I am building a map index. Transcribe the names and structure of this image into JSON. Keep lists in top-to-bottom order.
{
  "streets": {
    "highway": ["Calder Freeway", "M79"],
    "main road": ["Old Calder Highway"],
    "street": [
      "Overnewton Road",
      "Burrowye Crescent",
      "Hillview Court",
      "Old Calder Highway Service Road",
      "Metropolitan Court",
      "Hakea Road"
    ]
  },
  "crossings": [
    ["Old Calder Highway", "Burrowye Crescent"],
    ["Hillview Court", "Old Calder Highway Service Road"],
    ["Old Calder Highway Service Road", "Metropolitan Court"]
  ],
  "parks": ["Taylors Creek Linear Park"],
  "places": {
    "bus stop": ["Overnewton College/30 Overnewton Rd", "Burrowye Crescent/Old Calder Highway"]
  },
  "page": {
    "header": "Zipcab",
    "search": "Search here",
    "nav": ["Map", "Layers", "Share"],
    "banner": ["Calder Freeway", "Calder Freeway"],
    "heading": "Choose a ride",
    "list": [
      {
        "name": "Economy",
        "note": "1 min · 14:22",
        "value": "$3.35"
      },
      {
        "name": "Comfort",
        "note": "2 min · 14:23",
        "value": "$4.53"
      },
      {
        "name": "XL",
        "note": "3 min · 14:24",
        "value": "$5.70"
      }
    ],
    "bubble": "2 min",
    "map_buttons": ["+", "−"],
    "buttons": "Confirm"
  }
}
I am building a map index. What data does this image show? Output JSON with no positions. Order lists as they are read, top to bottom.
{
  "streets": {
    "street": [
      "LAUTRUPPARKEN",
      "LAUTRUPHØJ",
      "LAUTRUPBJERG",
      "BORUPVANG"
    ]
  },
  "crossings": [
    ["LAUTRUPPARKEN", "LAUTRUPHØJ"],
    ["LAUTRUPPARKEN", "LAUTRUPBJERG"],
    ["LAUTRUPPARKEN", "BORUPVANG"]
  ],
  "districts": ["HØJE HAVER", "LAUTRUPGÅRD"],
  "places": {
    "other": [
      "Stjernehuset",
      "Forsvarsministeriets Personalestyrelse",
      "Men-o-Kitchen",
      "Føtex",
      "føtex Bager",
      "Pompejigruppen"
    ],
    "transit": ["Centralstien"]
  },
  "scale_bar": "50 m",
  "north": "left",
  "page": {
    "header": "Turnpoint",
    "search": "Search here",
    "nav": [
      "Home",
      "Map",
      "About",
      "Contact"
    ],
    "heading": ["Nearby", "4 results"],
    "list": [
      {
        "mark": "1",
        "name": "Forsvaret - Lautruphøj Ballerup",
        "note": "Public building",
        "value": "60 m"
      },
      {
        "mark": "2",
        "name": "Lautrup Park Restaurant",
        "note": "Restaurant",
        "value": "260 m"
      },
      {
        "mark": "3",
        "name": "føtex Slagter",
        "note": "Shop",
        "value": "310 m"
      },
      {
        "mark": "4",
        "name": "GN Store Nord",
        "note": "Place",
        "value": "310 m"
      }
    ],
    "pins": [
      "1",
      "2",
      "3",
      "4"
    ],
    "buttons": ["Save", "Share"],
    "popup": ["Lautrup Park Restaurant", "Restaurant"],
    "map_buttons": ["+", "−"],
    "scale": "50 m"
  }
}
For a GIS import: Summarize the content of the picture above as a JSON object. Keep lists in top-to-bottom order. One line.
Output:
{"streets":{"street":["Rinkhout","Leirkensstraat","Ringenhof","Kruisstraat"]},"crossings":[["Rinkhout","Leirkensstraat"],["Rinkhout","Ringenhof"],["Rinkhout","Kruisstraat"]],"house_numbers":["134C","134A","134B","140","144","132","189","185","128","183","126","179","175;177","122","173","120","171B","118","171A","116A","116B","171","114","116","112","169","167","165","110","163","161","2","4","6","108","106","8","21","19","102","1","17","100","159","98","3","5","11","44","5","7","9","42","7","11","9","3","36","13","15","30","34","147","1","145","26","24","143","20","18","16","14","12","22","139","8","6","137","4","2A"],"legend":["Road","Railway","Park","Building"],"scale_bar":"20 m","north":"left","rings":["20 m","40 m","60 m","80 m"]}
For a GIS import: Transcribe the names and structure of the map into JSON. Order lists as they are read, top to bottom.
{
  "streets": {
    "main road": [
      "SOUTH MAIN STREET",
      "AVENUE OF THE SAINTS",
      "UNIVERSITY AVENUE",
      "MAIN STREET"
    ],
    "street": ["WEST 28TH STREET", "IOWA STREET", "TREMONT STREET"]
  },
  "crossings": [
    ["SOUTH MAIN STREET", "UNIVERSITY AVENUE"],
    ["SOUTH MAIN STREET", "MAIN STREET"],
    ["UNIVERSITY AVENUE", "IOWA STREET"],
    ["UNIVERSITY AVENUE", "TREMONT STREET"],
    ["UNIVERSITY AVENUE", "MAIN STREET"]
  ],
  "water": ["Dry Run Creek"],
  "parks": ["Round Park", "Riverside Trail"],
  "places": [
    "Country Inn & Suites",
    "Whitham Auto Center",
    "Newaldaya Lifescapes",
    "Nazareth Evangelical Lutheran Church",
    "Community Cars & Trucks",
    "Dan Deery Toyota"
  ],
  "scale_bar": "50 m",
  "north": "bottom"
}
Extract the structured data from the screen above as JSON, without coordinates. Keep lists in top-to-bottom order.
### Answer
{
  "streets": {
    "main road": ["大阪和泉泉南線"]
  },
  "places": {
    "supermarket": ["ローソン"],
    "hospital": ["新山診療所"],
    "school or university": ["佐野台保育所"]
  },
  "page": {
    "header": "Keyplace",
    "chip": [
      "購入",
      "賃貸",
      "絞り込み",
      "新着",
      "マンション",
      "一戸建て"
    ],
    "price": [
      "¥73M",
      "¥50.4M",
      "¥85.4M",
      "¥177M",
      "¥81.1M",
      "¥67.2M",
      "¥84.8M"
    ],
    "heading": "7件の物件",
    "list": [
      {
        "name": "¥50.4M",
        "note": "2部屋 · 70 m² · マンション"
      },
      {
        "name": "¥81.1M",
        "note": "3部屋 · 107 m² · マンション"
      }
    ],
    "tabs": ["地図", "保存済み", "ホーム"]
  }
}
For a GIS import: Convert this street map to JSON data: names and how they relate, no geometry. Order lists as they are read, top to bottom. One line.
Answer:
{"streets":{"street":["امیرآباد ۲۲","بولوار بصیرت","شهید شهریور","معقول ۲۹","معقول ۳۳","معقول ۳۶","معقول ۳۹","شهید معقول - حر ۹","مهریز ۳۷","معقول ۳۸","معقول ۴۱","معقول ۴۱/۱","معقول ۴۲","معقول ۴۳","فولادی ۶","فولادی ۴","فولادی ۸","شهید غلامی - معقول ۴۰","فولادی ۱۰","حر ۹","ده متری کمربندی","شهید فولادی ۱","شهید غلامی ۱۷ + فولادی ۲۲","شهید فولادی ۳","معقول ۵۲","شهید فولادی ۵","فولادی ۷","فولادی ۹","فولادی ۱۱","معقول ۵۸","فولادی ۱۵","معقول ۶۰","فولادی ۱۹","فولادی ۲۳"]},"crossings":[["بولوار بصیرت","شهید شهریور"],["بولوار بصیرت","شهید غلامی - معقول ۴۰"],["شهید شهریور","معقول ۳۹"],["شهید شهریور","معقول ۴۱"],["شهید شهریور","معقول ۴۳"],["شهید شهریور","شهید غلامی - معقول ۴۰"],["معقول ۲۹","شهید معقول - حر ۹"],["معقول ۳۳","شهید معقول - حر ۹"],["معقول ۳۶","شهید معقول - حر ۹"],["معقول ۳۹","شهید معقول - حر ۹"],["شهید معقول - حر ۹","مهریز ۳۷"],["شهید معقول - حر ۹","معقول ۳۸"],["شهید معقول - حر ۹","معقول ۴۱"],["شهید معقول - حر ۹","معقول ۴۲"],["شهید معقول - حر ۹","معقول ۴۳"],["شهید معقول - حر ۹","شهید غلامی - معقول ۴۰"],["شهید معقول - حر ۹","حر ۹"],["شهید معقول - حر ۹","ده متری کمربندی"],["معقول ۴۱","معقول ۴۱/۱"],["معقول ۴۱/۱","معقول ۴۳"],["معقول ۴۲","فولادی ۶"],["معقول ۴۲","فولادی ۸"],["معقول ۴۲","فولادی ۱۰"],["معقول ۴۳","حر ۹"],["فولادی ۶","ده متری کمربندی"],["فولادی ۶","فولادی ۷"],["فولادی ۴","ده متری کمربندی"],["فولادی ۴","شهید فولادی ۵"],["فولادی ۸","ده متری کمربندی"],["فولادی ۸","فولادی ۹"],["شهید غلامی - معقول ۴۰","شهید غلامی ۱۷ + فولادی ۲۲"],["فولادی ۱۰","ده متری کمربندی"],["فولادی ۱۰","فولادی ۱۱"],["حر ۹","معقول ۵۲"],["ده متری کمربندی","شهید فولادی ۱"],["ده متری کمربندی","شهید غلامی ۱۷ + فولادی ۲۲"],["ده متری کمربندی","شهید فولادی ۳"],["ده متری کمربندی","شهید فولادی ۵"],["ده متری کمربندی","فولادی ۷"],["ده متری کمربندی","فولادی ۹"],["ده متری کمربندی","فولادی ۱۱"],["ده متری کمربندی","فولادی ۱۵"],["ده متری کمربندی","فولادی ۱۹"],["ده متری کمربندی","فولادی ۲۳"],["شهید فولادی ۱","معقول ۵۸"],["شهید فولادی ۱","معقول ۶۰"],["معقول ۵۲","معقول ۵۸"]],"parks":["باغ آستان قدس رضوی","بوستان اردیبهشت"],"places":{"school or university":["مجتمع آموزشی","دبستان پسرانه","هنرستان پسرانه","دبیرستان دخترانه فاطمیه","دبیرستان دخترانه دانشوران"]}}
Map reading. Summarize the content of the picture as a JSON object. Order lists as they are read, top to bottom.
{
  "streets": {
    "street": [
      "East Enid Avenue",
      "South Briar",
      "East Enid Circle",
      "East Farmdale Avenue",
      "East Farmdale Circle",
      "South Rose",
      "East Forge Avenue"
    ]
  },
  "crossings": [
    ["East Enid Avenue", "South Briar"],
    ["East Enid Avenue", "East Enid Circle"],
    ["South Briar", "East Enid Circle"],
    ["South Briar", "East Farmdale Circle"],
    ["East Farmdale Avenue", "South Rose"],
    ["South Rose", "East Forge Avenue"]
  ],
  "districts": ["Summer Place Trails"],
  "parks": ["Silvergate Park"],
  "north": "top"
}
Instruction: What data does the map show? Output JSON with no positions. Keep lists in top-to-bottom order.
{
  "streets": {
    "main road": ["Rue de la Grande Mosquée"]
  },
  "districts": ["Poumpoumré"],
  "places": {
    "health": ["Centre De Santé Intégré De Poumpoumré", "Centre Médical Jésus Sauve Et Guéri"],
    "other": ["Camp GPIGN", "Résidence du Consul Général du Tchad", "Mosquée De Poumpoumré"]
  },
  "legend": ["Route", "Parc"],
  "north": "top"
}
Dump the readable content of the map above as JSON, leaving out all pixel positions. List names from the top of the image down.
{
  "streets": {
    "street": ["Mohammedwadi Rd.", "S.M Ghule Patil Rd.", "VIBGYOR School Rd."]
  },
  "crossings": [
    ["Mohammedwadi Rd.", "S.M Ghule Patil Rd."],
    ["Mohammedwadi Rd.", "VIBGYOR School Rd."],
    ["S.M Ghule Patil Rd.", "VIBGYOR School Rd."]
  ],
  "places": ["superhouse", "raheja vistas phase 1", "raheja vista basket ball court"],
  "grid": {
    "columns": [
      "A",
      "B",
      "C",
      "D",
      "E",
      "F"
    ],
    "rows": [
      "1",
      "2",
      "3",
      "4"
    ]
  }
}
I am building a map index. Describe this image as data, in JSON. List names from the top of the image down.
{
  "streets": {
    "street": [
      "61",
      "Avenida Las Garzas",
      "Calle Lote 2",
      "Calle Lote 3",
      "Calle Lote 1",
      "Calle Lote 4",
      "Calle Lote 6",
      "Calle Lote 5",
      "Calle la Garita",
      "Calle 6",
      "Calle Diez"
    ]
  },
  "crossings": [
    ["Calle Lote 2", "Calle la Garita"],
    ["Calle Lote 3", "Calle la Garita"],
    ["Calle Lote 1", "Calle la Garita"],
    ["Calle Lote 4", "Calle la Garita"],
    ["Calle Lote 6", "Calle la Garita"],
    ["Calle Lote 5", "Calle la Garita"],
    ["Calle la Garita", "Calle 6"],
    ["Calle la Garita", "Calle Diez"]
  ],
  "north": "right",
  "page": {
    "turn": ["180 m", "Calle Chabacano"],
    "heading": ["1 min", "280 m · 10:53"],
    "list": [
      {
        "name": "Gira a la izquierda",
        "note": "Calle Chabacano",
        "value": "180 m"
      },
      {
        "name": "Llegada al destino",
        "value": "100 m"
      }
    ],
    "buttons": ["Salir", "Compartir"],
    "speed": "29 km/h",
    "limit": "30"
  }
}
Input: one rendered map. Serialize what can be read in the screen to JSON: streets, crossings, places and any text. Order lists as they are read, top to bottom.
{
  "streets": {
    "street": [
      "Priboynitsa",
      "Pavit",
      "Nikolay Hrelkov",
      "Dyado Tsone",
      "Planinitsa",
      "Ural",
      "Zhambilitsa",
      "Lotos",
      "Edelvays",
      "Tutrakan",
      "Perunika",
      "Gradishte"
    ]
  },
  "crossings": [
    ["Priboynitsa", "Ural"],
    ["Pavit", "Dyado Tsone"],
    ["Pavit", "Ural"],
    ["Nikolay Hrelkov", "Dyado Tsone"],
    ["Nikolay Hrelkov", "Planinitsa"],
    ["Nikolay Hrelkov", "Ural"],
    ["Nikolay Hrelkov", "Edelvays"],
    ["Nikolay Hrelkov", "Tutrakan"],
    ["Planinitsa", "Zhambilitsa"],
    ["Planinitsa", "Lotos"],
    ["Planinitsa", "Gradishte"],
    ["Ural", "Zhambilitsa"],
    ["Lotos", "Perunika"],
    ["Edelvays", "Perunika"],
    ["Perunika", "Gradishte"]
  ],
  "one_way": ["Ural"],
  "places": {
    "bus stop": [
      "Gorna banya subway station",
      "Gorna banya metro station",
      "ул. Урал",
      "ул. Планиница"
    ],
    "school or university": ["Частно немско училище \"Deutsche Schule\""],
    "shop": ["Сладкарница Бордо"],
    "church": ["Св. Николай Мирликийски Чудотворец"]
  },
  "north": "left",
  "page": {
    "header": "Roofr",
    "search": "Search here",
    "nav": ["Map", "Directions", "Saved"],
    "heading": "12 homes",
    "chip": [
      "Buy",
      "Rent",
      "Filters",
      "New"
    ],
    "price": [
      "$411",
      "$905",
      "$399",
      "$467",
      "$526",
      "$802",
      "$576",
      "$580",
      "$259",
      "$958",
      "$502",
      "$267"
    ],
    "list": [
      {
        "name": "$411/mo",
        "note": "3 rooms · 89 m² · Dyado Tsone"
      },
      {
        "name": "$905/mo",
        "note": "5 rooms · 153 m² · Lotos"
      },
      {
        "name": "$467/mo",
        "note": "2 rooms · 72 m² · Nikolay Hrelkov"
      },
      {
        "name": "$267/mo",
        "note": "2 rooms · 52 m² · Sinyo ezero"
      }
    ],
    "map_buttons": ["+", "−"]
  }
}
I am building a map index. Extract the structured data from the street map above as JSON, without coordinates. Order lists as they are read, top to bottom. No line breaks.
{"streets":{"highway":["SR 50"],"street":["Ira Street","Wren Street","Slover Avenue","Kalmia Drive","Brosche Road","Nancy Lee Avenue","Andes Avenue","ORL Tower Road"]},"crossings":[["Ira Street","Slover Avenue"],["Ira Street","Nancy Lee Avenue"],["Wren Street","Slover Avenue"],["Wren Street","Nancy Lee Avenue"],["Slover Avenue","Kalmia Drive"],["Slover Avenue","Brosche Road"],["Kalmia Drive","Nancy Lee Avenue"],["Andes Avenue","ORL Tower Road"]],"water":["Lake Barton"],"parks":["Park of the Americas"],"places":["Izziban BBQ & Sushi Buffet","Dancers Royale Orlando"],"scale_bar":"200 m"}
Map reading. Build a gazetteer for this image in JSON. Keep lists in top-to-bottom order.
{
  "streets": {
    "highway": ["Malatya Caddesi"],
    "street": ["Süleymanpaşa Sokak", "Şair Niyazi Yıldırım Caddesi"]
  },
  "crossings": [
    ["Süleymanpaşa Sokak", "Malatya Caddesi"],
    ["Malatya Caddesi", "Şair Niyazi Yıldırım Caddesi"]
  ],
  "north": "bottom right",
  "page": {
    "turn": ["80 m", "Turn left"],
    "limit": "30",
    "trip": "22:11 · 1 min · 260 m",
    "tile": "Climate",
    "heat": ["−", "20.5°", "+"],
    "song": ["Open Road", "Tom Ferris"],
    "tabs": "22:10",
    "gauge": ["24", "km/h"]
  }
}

_ _ _ _

Required action:
Across the material above, count each line with the string "water" and state the number alone.

Answer for the task:
2